WHAT THE TASK REQUIRES:
Images do not belong in the copy. Retype all the entries below exactly.

Saved entries:
————

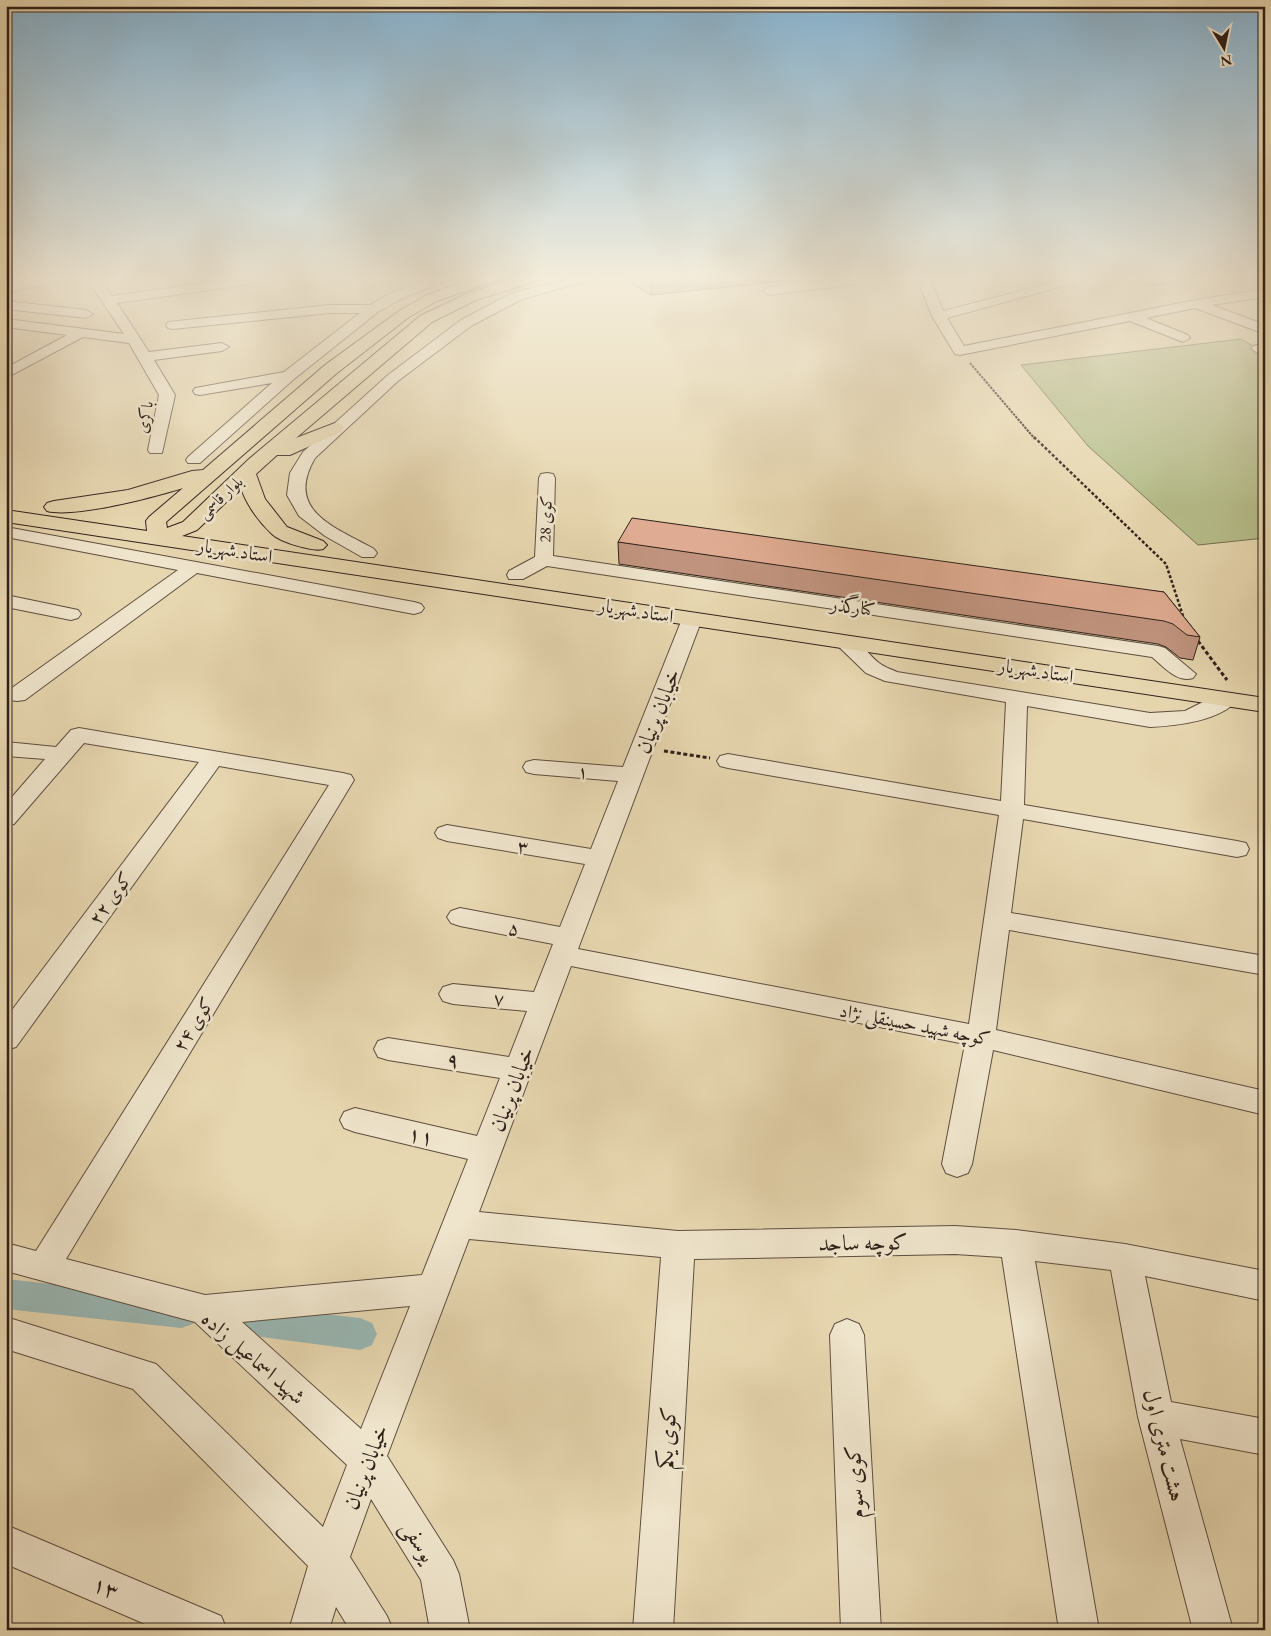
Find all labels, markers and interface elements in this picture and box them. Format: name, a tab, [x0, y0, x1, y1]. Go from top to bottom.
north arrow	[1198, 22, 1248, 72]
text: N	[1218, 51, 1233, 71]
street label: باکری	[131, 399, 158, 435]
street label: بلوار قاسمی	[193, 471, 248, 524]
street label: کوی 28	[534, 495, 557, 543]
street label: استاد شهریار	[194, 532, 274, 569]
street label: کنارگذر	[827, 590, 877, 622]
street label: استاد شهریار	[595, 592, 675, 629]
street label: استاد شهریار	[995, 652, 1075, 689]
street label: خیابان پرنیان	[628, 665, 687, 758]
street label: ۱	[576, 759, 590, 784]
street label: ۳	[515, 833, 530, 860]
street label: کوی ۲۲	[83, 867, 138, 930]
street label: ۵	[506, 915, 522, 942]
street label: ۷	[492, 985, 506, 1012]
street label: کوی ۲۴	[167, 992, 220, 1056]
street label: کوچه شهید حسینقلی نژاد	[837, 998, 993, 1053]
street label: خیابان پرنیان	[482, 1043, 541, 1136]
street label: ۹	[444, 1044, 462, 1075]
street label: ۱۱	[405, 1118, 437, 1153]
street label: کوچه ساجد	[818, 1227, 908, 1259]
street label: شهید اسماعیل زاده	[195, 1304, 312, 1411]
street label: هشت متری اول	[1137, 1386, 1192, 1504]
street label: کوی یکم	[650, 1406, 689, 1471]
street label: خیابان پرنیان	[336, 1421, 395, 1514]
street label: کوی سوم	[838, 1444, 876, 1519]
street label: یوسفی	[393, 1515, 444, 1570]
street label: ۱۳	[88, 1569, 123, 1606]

————

ANSWER TO THE EXERCISE:
Find all labels, markers and interface elements in this picture and box them. Format: name, a tab, [x0, y0, x1, y1]. Go from top to bottom.
north arrow	[1198, 22, 1248, 72]
text: N	[1218, 51, 1233, 71]
street label: باکری	[131, 399, 158, 435]
street label: بلوار قاسمی	[193, 471, 248, 524]
street label: کوی 28	[534, 495, 557, 543]
street label: استاد شهریار	[194, 532, 274, 569]
street label: کنارگذر	[827, 590, 877, 622]
street label: استاد شهریار	[595, 592, 675, 629]
street label: استاد شهریار	[995, 652, 1075, 689]
street label: خیابان پرنیان	[628, 665, 687, 758]
street label: ۱	[576, 759, 590, 784]
street label: ۳	[515, 833, 530, 860]
street label: کوی ۲۲	[83, 867, 138, 930]
street label: ۵	[506, 915, 522, 942]
street label: ۷	[492, 985, 506, 1012]
street label: کوی ۲۴	[167, 992, 220, 1056]
street label: کوچه شهید حسینقلی نژاد	[837, 998, 993, 1053]
street label: خیابان پرنیان	[482, 1043, 541, 1136]
street label: ۹	[444, 1044, 462, 1075]
street label: ۱۱	[405, 1118, 437, 1153]
street label: کوچه ساجد	[818, 1227, 908, 1259]
street label: شهید اسماعیل زاده	[195, 1304, 312, 1411]
street label: هشت متری اول	[1137, 1386, 1192, 1504]
street label: کوی یکم	[650, 1406, 689, 1471]
street label: خیابان پرنیان	[336, 1421, 395, 1514]
street label: کوی سوم	[838, 1444, 876, 1519]
street label: یوسفی	[393, 1515, 444, 1570]
street label: ۱۳	[88, 1569, 123, 1606]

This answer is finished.